From their origin in the court of the Dominate, there were several primicerii (primikērioi in Greek, from the 12th century usually spelled primmikērioi). In the court, there was the primicerius sacri cubiculi (in Byzantine times the primikērios of the kouboukleion), in charge of the emperor's bedchamber, almost always a eunuch. The title was also given to court officials in combination with other offices connected to the imperial person, such as the special treasury (eidikon) or the imperial wardrobe (vestiarion). Other primicerii headed some of the scrinia (departments) of the palace, chiefly the notarii or primicerius notariorum (notarioi or taboularioi in Byzantine sources).

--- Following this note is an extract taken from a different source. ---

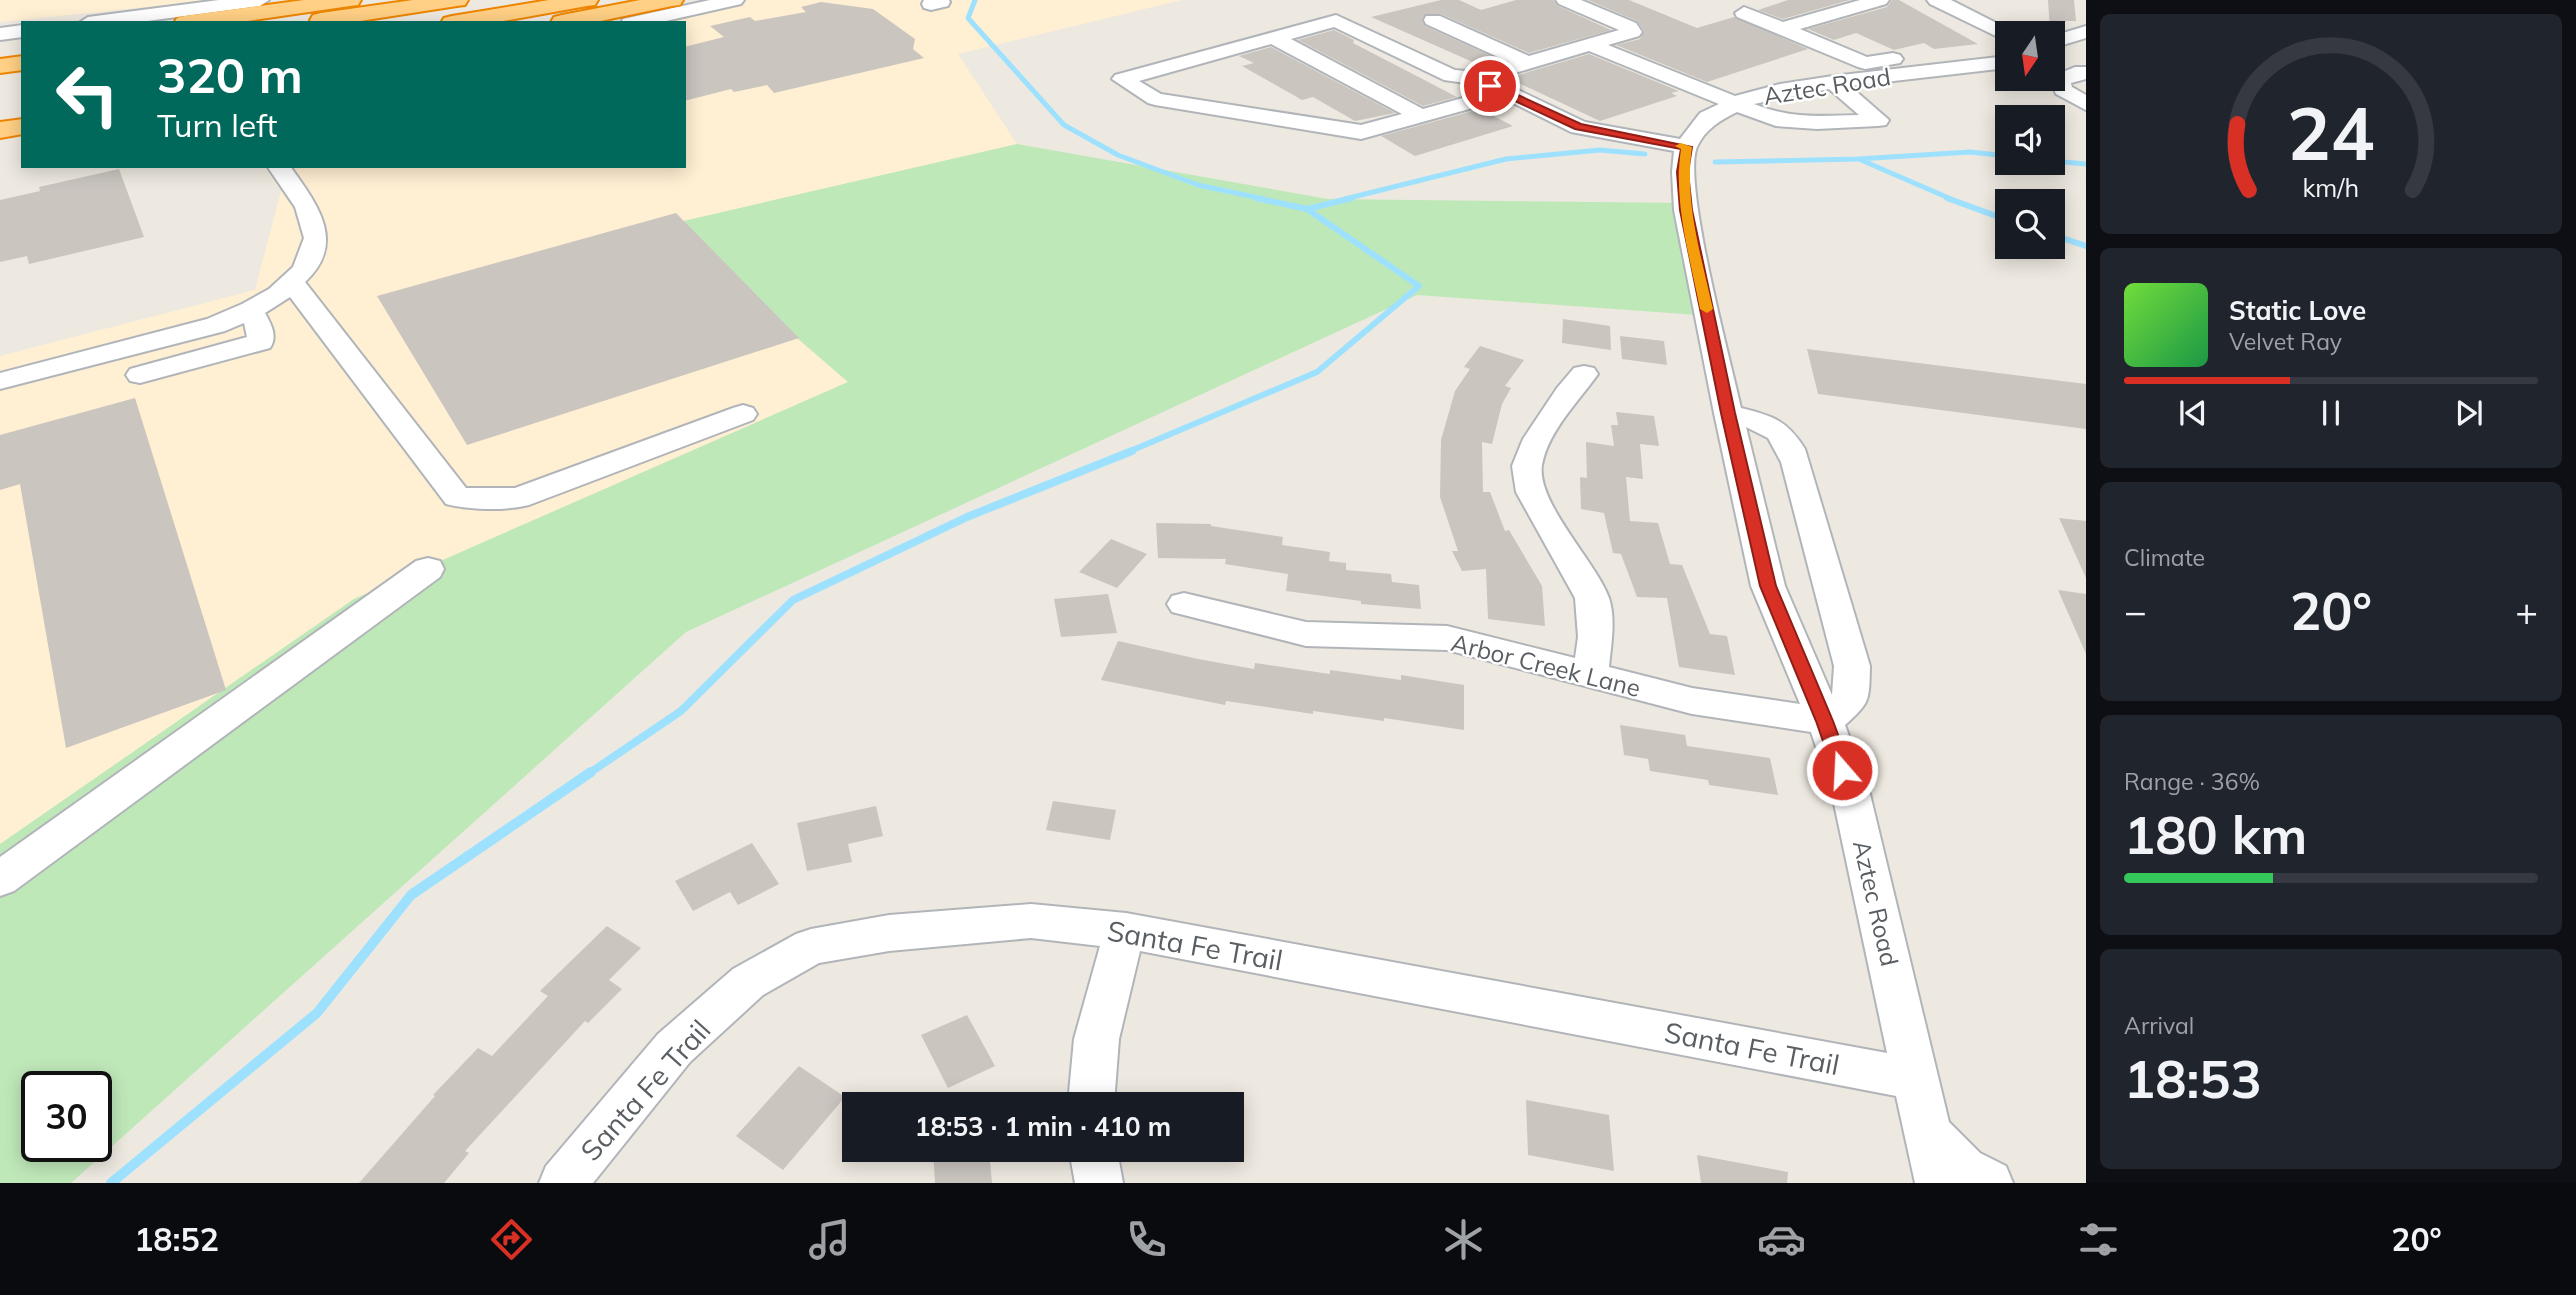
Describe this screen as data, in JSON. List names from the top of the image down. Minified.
{"streets":{"street":["Aztec Road","Arbor Creek Lane","Santa Fe Trail"]},"crossings":[["Aztec Road","Arbor Creek Lane"],["Aztec Road","Santa Fe Trail"]],"north":"bottom","page":{"turn":["320 m","Turn left"],"song":["Static Love","Velvet Ray"],"tile":["Climate",["Range · 36%","180 km"],["Arrival","18:53"]],"heat":["−","20°","+"],"limit":"30","trip":"18:53 · 1 min · 410 m","tabs":["18:52","20°"],"gauge":["24","km/h"]}}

In the Late Roman army, the primicerius was a rank junior to the tribunus and senior to the senator. They are best attested in units associated with the imperial court, chiefly imperial guards. Thus in the 4th to 6th centuries there were the primicerii of the protectores domestici and of the Scholae Palatinae, but also primicerii in charge of the armament factories (fabricae), which, like the Scholae, where under the jurisdiction of the magister officiorum. Primicerii are also to be found in the staffs of regional military commanders (duces), as well as in some regular military units. In the later Byzantine era, under the Komnenian emperors, primikērioi appear as commanders in the palace regiments of the Manglabitai, Vardariōtai, Vestiaritai and the Varangians.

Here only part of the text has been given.